[TASK OBJECTIVE] Which lines should be repeated? Exactly the one containing "I am building" and every line after it through the end of the entries below.

[SUPPLIED RECORDS]
============================================================

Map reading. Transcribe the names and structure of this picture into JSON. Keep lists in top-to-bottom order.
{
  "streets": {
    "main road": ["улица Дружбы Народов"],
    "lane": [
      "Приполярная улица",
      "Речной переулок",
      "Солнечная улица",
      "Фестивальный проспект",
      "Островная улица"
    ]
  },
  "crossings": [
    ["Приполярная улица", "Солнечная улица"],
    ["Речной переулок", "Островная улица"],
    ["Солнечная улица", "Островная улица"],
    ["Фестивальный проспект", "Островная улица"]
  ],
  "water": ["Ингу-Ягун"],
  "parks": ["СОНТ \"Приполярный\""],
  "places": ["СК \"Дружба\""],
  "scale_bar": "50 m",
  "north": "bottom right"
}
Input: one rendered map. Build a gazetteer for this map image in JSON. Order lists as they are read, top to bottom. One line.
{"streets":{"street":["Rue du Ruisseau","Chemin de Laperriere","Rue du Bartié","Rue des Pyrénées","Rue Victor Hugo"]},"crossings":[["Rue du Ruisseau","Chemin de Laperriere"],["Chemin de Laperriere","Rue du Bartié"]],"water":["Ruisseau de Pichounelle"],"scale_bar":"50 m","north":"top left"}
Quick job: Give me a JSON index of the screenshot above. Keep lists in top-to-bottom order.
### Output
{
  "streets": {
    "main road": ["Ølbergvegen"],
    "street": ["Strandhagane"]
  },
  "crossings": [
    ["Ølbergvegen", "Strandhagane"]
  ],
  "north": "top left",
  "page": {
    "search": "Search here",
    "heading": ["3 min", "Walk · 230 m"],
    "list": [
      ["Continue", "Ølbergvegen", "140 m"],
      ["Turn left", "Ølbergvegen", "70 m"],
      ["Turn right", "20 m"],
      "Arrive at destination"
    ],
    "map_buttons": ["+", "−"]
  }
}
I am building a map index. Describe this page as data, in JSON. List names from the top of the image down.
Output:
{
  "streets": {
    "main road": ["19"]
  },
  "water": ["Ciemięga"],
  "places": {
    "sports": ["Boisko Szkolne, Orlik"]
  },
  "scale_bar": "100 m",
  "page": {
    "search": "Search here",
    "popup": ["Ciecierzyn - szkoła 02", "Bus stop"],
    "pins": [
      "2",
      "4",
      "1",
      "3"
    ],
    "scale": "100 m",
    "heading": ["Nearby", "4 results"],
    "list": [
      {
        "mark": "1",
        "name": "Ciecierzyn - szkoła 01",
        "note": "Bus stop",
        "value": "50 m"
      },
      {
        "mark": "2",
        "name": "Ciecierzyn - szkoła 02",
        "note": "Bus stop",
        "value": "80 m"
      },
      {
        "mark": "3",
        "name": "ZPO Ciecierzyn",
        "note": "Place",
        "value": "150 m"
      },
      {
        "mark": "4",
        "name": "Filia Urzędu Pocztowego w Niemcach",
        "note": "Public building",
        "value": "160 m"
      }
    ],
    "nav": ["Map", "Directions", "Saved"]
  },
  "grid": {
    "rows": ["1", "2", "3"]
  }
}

============================================================

[COMPLETED EXERCISE]
I am building a map index. Describe this page as data, in JSON. List names from the top of the image down.
Output:
{
  "streets": {
    "main road": ["19"]
  },
  "water": ["Ciemięga"],
  "places": {
    "sports": ["Boisko Szkolne, Orlik"]
  },
  "scale_bar": "100 m",
  "page": {
    "search": "Search here",
    "popup": ["Ciecierzyn - szkoła 02", "Bus stop"],
    "pins": [
      "2",
      "4",
      "1",
      "3"
    ],
    "scale": "100 m",
    "heading": ["Nearby", "4 results"],
    "list": [
      {
        "mark": "1",
        "name": "Ciecierzyn - szkoła 01",
        "note": "Bus stop",
        "value": "50 m"
      },
      {
        "mark": "2",
        "name": "Ciecierzyn - szkoła 02",
        "note": "Bus stop",
        "value": "80 m"
      },
      {
        "mark": "3",
        "name": "ZPO Ciecierzyn",
        "note": "Place",
        "value": "150 m"
      },
      {
        "mark": "4",
        "name": "Filia Urzędu Pocztowego w Niemcach",
        "note": "Public building",
        "value": "160 m"
      }
    ],
    "nav": ["Map", "Directions", "Saved"]
  },
  "grid": {
    "rows": ["1", "2", "3"]
  }
}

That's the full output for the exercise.